Fuß (selbstbewusst):
Schön und gut, aber wer bringt euch überhaupt irgendwohin? Ich trage euch, ich bewege euch. Ohne mich steht ihr stocksteif herum!
Auge (stolz):
Und wer sagt euch, wohin ihr laufen sollt? Ich sehe den Weg. Ohne mich würdet ihr dauernd gegen Wände rennen.
Ohr (ruhig):
Ich sag’s ja nur, aber ihr würdet auch nichts mitbekommen, wenn ich nicht zuhören würde. Ich höre die Stimmen, die Musik, den Wind… na, und wenn Gott spricht!
Mund (laut):
Aha! Aber wer sagt das dann weiter? Ich bin der, der laut wird, der Mut macht, der anderen sagt, was Sache ist. Ohne mich wäre es hier ganz schön still!
Herz (mitfühlend):
Ihr habt ja alle recht – aber ohne mich … würdet ihr gar nicht leben. Ich bin das Herz! Ich pumpe euch Kraft, Liebe und Leben.
(Alle reden durcheinander, lauter Streit.)
Auge: „Ich bin wichtiger!“
Hand: „Ohne mich läuft nichts!“
Kopf: „Ihr versteht mich einfach nicht!“
Fuß: „Ich geh einfach allein!“
Erzähler/in (laut):
Halt! Was ist denn hier los? Ihr seid doch ein Körper – kein Chaos!

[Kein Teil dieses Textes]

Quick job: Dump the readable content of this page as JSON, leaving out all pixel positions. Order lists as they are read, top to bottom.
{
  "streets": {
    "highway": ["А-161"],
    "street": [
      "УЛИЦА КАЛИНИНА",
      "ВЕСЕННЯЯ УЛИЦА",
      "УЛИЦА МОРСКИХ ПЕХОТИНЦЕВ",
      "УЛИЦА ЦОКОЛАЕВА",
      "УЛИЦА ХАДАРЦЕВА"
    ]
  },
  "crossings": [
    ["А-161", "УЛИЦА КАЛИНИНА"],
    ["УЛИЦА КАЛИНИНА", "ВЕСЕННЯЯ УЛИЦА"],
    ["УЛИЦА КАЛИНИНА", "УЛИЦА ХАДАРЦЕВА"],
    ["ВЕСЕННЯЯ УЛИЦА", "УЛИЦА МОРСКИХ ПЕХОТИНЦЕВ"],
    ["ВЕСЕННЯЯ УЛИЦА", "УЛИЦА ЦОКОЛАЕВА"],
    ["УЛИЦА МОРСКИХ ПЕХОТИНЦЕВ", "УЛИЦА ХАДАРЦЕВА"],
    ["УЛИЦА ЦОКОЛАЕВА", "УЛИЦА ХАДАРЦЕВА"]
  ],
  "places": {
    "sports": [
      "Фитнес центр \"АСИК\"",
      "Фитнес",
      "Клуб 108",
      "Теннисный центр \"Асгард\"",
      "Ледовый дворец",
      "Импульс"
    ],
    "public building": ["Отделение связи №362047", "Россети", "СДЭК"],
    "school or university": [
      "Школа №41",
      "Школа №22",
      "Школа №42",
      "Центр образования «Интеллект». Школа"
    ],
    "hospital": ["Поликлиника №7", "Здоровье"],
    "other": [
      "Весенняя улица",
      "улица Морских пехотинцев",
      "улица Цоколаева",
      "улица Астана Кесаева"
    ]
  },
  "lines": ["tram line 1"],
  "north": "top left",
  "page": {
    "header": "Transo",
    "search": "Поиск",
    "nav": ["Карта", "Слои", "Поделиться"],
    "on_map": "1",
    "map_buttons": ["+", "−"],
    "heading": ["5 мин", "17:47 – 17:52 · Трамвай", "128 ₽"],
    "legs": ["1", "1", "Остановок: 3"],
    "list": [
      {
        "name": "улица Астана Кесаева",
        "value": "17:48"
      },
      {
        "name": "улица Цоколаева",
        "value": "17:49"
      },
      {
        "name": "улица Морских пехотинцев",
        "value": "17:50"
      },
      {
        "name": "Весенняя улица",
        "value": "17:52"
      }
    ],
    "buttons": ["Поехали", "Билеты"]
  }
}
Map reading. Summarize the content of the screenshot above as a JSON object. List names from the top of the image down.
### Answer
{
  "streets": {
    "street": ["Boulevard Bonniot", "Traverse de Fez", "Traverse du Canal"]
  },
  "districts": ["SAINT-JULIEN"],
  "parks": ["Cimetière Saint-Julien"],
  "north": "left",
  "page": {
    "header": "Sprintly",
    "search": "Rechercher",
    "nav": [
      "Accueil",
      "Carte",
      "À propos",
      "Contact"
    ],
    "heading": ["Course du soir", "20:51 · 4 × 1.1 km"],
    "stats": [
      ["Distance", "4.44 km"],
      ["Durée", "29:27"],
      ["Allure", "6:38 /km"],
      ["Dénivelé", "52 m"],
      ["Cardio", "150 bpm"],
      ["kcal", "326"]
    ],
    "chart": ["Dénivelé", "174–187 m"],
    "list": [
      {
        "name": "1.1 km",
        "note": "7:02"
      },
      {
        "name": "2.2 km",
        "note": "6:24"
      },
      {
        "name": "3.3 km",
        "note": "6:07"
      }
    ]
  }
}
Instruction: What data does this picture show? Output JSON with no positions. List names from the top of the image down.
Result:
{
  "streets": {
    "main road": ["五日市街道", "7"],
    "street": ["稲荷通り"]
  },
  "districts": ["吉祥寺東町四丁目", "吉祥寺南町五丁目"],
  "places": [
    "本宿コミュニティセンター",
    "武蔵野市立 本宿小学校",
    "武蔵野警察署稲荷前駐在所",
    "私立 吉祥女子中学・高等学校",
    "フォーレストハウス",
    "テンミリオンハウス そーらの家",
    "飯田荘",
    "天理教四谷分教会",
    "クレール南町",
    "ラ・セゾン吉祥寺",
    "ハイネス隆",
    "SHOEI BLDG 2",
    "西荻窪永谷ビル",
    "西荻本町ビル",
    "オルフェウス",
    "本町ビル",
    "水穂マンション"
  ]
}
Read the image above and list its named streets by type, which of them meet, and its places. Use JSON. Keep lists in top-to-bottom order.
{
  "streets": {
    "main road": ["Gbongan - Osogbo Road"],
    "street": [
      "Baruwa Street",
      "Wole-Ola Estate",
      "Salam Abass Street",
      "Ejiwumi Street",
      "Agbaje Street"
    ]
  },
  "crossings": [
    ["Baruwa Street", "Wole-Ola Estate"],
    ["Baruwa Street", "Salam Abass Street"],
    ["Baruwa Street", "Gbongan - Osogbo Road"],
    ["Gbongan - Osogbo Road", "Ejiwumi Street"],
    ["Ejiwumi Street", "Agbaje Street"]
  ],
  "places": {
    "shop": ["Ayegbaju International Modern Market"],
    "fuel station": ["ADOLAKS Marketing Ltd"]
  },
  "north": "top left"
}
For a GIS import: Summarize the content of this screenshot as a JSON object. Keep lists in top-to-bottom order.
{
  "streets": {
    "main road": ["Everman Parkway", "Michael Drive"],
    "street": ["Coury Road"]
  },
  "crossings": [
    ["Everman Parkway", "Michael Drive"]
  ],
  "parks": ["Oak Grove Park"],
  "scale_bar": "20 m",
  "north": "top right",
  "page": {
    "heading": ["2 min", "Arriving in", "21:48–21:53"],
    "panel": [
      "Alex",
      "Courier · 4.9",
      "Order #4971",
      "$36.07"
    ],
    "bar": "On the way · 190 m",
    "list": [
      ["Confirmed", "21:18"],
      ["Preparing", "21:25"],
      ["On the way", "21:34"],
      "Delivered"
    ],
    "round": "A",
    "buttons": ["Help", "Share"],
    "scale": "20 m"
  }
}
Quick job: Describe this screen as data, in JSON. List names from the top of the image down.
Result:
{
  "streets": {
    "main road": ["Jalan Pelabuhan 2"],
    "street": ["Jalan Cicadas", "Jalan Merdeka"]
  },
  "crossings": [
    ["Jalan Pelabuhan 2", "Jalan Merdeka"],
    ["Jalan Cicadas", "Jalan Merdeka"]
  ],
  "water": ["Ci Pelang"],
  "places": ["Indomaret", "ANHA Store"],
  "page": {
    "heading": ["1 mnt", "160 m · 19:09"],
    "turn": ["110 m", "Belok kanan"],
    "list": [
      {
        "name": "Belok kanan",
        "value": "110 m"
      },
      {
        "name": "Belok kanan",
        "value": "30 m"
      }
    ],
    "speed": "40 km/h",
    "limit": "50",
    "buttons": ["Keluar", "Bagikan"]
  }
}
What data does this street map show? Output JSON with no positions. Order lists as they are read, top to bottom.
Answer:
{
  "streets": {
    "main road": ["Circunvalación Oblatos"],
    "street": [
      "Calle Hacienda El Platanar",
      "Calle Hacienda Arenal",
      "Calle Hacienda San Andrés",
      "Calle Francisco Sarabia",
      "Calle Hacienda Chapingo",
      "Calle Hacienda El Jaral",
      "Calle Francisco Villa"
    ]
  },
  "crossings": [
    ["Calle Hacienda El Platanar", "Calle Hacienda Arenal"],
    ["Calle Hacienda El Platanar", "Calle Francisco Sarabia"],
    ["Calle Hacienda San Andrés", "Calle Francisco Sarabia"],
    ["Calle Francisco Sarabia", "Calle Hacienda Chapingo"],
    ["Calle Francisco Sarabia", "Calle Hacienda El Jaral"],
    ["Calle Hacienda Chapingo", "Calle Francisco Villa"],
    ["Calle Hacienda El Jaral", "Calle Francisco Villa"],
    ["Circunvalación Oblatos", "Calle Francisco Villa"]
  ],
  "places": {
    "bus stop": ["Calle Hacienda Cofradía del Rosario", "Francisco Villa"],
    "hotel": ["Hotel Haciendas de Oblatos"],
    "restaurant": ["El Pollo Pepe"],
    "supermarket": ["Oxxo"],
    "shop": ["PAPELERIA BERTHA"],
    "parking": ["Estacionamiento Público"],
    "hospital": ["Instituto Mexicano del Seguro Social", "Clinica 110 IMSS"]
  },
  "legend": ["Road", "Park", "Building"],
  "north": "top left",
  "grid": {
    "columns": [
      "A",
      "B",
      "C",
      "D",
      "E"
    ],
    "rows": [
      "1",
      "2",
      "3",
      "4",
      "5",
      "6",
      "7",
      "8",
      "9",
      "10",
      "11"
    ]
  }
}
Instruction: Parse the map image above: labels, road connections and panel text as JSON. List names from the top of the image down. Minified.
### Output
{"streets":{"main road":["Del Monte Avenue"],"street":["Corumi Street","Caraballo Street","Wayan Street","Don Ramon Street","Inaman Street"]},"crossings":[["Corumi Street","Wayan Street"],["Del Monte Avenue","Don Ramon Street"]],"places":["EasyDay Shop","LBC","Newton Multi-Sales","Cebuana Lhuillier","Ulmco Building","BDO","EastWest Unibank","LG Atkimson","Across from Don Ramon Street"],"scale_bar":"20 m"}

Szene 3 – Jeder will allein leben
Erzähler/in:
Na gut – wenn ihr so streitet, dann probiert’s doch mal allein. Mal sehen, wie das funktioniert …
(Die Körperteile stellen pantomimisch dar, wie sie „getrennt“ funktionieren wollen.)
Fuß stampft los, stolpert.
Fuß: „Aua! Ich seh ja gar nichts! Wo ist das Auge?“
Auge schaut umher.
Auge: „Ich kann sehen – aber ich kann mich nicht bewegen …“
Hand: wedelt herum.
Hand: „Ich will was tun – aber ohne Idee und Richtung? Keine Chance!“
Mund: versucht zu sprechen, hustet.
Mund: „Warum sagt mir keiner, was ich sagen soll?!“
Herz: legt Hand aufs Herz.
Herz: „Ich pumpe und pumpe, aber für wen? Ich bin doch nicht zum Alleinsein gemacht!“
(Alle schauen traurig voneinander weg.)
Erzähler/in:
Tja, das war wohl nichts. So funktioniert kein Körper. So funktioniert auch keine Gemeinde.
Szene 4 – Die Erkenntnis
Erzähler/in (liest aus der Bibel):
„Denn wie der Leib einer ist und doch viele Teile hat, aber alle Teile des Leibes, obgleich viele, ein Leib sind – so auch Christus.“
Kopf:
Also … ich brauch euch. Sonst bleib ich eine Idee ohne Leben.
Hand:
Ich brauch dich, Kopf – und euch alle. Ich will etwas tun, das Sinn hat.
Augen:
Und ich kann sehen, wohin Gott will, dass wir gehen – aber nur, wenn ihr mitkommt.
Ohr:
Ich höre, was Gott sagt, und was Menschen brauchen. Das will ich weitergeben.
Mund:
Und ich darf das dann aussprechen – Gottes Wort, Ermutigung, Trost.
Herz (lächelt):
Und ich sorge dafür, dass Liebe in allem pulsiert.
Fuß:
Dann trage ich euch gemeinsam in die Welt!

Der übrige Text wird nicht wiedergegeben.